Outside of national level institutions, the communities are again granted wide powers at the local level. Full access to schooling in any official language of Kosovo (Albanian and Serbian), and free use of national symbols, language and alphabet are guaranteed. Where non-majority communities form at least 10% of the population, the post of vice-president of the Municipal Assembly goes to a representative of non-majority communities. As is the case with the Ohrid Framework Agreement, Kosovo's public service at all levels must reflect the multiethnic nature of Kosovo society.
The most crucial area, however, is decentralisation. This is potentially the biggest hurdle for the Albanian majority, as the Ahtisaari package creates a fairly decentralised state with a number of new municipalities designed to accommodate Serb demands. For example, North Mitrovica gets control over higher education and health care. The same holds true for other Serb-dominated municipalities. Schools that teach in the Serbian language are free to use books developed by appropriate ministries in Serbia.
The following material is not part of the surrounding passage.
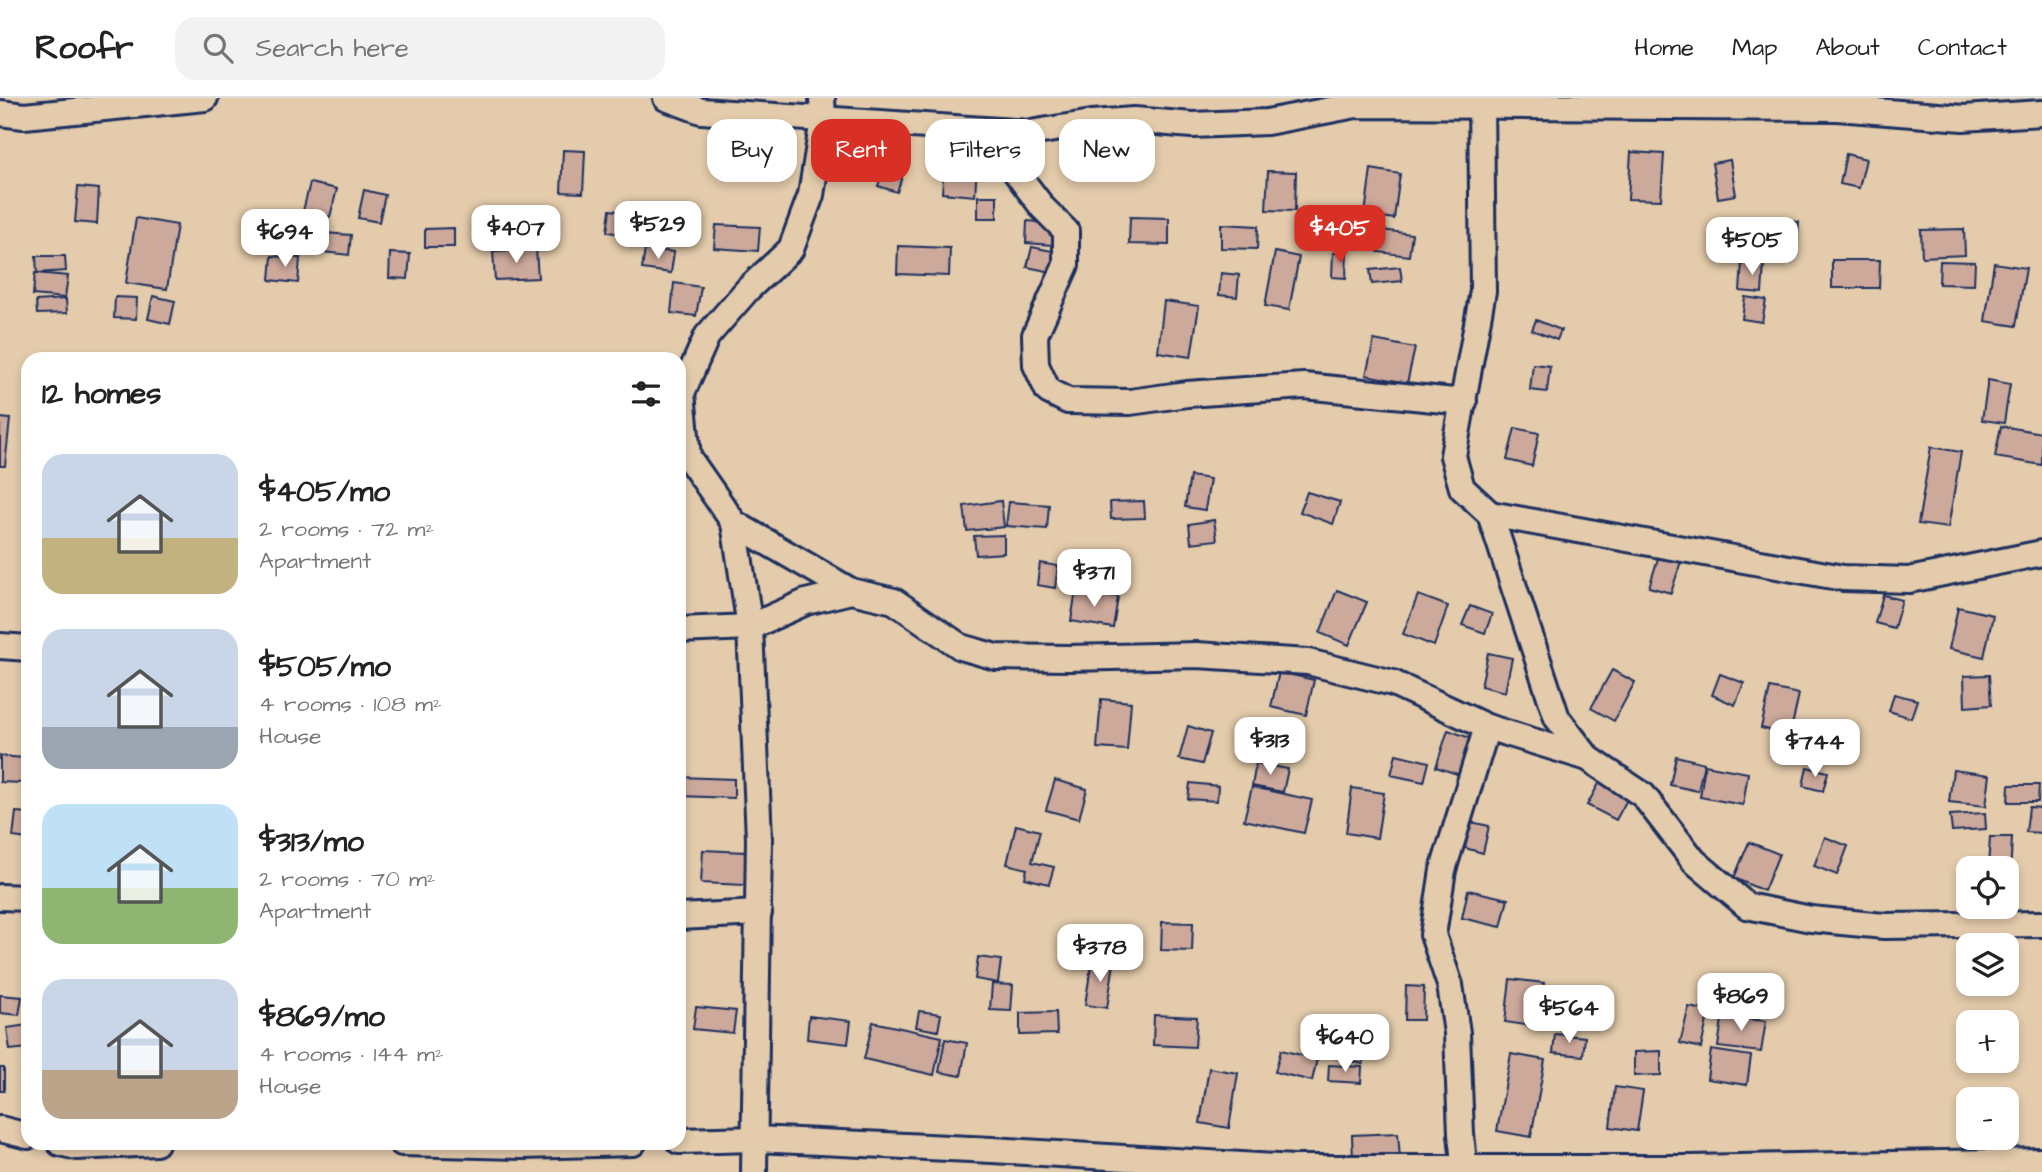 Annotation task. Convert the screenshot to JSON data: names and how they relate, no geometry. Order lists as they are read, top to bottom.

A strong international community presence is envisaged, although many aspects of this have yet to be worked out. As in Bosnia and Herzegovina, the plan grants sweeping powers to the International Civilian Representative (ICR) who also acts as the EU's special representative. The ICR's powers are easy to interpret: he/she is the final authority on the implementation of the package. It is the ICR that makes the difference between independence and supervised independence.
A strong international presence in Kosovo is expected for the near future. [UNMIK]
Ahtisaari's proposal does more than create a quasi-independent Kosovo. He offered a framework for another stage in Kosovo's evolution. This stage seems set to last for a protracted period, in the hope that by the time true independence does come, things in the region might make this type of solution more palatable.
Under renewed and potentially more stringent supervision, Kosovo's communities must now prove that they can sustain a multiethnic state. Much depends on the Albanian majority's political will and enthusiasm for remaining committed to Ahtisaari's vision. But it is also up to the non-Albanian communities to make the most of the powers granted them. Should they fail to do so, the blame could not be placed on the Albanians.
Reactions to the plan so far suggest that both sides should spend more energy looking at the specifics -- as the saying goes, the devil is in the details. Kosovo's media is now focused entirely on the endgame and the diplomatic showdown with Serbia and Russia. There is little talk on how to move forward afterwards. At the same time, the Serb community in Kosovo has the opportunity to consider how the Ahtisaari proposal can be used to their advantage. Anyone who suggests that Kosovo is set to become simply another Albanian state in the Balkans has not read the fine print.
A public outreach campaign, especially by the Albanian authorities in Kosovo, would help the public understand just what is expected when it comes to the implementation phase. By accepting the package, the Albanian majority has undertaken a sweeping set of obligations that will be expensive, challenging and not altogether pleasing. Political will and an informed population will be critical if Kosovo is to move ahead.
Robert C. Austin teaches the history and politics of Southeastern Europe at the Munk Centre for International Studies, University of Toronto.